On May 10, President Trump met with Russian Foreign Minister Sergei Lavrov in the White House, where they discussed the war against terror in Syria and the possibility of broader cooperation in the fight against terror in the Middle East.
A few days after the meeting, The Washington Post reported that Trump told Russian Foreign Minister Sergei Lavrov and Ambassador to the US Sergei Kislyak information about a terror threat involving laptops on airplanes. The information reportedly came from a US partner through an intelligence-sharing agreement, reportedly Israel.
Following the disclosure, Trump's critics were quick to accuse the President of threatening national security by revealing the information. Given the US and Russia have a shared objective in fighting terrorism, Trump's revelation presented no threat to the US at all. On the contrary, it was the media decision to leak the information which threatened the safety of the intelligence agents involved, Lukyanov told Radio Sputnik.
"The question arises: who actually revealed the secrets? President Trump shared them at a closed meeting with government officials with whom the United States has common goals and objectives to combat terrorism.
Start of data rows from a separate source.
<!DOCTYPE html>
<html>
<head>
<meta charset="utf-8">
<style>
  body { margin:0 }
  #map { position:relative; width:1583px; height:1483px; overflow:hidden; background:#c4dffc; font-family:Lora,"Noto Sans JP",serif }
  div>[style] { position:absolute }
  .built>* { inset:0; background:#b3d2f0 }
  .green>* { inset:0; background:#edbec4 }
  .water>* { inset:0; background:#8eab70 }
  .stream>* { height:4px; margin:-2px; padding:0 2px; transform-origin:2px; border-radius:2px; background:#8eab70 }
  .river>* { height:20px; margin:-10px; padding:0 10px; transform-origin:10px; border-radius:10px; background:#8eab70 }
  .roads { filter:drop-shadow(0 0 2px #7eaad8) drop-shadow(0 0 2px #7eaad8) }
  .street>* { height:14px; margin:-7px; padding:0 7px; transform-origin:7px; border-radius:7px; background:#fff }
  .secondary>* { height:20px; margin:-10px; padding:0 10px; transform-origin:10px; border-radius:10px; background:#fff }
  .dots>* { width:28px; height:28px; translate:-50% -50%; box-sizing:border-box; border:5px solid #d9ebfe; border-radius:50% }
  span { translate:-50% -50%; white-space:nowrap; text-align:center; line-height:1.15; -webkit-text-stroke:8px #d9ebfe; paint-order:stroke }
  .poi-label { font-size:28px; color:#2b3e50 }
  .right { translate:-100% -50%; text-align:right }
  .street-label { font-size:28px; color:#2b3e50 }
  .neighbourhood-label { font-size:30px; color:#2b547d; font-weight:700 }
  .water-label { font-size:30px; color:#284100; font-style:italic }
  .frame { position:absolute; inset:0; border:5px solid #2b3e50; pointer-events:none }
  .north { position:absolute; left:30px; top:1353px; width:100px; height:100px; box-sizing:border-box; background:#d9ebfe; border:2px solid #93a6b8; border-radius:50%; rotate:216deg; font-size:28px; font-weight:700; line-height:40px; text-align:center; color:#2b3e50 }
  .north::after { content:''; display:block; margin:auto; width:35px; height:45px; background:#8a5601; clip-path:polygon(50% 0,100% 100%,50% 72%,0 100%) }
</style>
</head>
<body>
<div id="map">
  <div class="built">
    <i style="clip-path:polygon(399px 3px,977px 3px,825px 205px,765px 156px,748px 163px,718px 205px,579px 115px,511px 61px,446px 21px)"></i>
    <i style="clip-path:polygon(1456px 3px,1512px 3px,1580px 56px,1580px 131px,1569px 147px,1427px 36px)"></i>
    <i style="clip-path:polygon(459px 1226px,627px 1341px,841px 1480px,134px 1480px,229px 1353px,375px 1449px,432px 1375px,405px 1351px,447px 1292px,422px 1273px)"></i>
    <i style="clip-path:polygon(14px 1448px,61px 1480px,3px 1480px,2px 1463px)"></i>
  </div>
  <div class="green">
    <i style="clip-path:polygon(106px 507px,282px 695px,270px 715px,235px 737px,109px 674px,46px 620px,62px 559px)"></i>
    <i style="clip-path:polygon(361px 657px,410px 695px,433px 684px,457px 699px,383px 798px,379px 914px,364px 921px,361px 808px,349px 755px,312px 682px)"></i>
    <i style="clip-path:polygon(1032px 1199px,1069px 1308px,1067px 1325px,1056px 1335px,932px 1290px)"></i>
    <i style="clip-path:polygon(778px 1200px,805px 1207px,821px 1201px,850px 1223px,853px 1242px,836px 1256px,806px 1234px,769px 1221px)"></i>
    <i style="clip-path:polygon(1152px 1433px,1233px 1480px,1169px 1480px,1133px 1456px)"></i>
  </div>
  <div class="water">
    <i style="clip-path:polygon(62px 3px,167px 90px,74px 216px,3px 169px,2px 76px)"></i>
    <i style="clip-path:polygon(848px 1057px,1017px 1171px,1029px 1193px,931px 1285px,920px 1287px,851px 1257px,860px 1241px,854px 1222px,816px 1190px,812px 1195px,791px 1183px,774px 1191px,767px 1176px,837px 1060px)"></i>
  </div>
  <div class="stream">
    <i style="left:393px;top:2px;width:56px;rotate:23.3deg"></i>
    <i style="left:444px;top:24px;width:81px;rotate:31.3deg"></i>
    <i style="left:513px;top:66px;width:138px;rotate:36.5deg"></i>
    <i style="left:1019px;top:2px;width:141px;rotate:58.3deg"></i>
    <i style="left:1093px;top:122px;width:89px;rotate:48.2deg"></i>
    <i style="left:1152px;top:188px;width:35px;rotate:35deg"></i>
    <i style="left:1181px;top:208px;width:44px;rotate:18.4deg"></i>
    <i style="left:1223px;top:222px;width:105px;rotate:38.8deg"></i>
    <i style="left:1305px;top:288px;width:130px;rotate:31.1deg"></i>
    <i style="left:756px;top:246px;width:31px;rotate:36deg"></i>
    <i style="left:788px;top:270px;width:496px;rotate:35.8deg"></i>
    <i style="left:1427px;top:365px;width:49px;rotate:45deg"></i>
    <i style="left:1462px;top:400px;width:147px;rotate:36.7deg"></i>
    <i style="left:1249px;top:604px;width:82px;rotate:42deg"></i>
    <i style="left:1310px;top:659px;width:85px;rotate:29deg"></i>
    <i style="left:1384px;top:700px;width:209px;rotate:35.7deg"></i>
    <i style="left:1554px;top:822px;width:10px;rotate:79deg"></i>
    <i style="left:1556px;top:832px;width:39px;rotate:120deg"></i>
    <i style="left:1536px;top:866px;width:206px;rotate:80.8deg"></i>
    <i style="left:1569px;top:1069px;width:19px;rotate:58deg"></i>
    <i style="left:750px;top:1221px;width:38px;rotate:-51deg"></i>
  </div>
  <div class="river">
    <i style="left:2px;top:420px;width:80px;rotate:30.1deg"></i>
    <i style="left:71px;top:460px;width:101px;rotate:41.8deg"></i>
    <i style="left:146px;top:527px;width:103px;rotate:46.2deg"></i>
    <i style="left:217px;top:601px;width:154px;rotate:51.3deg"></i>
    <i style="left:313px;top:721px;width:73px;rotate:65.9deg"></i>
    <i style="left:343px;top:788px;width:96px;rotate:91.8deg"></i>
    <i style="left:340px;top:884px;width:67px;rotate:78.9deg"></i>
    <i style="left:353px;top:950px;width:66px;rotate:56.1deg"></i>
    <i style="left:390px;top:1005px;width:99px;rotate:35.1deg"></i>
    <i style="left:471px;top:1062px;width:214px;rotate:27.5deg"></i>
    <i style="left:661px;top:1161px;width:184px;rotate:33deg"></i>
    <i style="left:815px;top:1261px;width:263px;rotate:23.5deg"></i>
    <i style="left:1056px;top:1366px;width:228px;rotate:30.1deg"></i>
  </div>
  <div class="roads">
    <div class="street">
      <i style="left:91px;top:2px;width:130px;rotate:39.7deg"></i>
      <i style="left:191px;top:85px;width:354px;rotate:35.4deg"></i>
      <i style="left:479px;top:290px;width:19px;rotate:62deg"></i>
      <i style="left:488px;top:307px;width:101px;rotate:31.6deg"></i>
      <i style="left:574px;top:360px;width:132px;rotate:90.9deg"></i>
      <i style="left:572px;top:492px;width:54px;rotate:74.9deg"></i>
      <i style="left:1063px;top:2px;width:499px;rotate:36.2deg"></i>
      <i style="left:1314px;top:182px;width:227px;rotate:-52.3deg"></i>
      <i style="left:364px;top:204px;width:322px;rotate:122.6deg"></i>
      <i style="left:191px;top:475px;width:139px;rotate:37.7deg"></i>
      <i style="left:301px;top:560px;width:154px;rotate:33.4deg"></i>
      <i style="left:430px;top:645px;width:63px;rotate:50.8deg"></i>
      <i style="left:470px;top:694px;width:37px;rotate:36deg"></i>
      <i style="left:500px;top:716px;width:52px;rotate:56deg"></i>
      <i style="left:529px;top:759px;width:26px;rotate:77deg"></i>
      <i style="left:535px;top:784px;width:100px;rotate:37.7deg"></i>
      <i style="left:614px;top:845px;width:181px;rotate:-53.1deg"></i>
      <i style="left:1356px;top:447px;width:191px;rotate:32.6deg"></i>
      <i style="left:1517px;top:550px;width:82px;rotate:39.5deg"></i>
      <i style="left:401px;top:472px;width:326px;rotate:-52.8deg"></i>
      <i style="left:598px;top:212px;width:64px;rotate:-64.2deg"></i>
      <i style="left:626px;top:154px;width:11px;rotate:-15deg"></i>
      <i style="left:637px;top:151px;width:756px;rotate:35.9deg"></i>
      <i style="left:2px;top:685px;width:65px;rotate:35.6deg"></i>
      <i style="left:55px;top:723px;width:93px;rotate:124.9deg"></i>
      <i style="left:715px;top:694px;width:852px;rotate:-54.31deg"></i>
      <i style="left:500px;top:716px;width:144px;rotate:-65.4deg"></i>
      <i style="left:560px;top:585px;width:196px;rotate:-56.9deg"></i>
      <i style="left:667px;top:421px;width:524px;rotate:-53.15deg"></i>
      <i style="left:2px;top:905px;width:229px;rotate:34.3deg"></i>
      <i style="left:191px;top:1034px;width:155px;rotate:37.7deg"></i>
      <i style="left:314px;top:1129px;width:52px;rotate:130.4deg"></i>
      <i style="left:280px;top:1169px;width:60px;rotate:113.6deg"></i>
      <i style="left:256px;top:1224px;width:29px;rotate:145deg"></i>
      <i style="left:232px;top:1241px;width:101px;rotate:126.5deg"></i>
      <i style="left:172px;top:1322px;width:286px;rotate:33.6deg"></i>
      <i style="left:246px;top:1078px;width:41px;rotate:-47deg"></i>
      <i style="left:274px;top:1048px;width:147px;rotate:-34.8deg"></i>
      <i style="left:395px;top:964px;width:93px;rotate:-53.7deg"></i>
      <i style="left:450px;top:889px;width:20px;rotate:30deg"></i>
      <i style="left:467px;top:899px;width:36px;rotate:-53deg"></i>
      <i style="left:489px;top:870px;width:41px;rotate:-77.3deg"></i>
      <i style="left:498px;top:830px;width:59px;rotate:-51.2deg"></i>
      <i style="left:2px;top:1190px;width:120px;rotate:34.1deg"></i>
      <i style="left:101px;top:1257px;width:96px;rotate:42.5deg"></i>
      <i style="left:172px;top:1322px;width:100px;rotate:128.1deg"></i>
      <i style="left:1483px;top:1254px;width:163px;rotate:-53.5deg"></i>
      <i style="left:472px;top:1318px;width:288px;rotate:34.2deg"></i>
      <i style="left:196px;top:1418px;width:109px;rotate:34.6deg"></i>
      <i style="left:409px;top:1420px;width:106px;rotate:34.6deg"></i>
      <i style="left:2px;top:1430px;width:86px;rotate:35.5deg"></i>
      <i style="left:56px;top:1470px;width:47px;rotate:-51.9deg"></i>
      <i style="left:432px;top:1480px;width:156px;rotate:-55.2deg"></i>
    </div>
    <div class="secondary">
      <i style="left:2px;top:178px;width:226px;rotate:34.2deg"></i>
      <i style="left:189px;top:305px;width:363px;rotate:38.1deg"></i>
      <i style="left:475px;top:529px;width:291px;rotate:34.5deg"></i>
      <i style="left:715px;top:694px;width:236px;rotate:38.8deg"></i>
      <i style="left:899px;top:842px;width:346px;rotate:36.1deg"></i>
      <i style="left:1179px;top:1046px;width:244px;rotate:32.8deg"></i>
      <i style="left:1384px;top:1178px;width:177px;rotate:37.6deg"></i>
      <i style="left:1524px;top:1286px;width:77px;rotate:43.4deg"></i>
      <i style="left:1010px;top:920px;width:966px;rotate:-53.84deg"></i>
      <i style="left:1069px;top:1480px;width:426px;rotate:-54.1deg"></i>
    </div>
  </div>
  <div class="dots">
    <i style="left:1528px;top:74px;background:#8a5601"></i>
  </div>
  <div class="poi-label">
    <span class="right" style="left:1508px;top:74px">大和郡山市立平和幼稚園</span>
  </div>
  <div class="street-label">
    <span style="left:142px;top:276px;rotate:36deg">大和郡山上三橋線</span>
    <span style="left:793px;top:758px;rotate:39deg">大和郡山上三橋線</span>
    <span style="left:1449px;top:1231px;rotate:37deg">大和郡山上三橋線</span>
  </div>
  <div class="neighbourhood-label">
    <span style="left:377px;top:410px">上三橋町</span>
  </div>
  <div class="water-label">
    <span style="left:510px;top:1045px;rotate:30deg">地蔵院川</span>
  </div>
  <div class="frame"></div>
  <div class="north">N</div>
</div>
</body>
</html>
But the media and those who told them about the details of the talks made this confidential information available to the widest audience, with details that created a real threat to the source of this information," Lukyanov said.
"Unfortunately, today the situation is developing in such a way that it is not possible to count on any effective work with this US administration, regardless of the aspirations of Donald Trump himself. One can only imagine what will happen after his meeting with the Russian president, how much Trump will have to explain and justify himself," Lukyanov lamented.
"Trump has really found himself in a difficult situation. From the very beginning, all his actions were strictly limited in one way or another – in a legal sense by Congress, in the political and informational sense – by the mainstream media. Any action, any contact with Moscow was subject to critical attention."
"This required him and his officials to be extra careful, which they haven't always been, thereby providing an excuse for those who seek it. The Comey firing and the alleged reasons for it are considered in the US to be a great overreach of presidential powers and cast an even greater shadow over Trump's relations with Russia," Suchkov said.
Earlier this week, mainstream media outlets like the Washington Post, New York Times published more articles about Trump's meeting with the Russian officials, this time regarding Trump's controversial firing of FBI director James Comey. They claimed that Trump had told Lavrov that firing Comey had lifted some of the pressure on him.
According to the media, who based the story on information from an unnamed American official who read a memo to the NYT, Trump reportedly told the Russian officials, "I just fired the head of the FBI. He was crazy, a real nut job."
"I faced great pressure because of Russia. That's taken off … I'm not under investigation," the President allegedly said.
Speaking with journalists on Saturday, Lavrov refuted the claims.
"We did not touch on that topic at all," the Russian Foreign Minister said.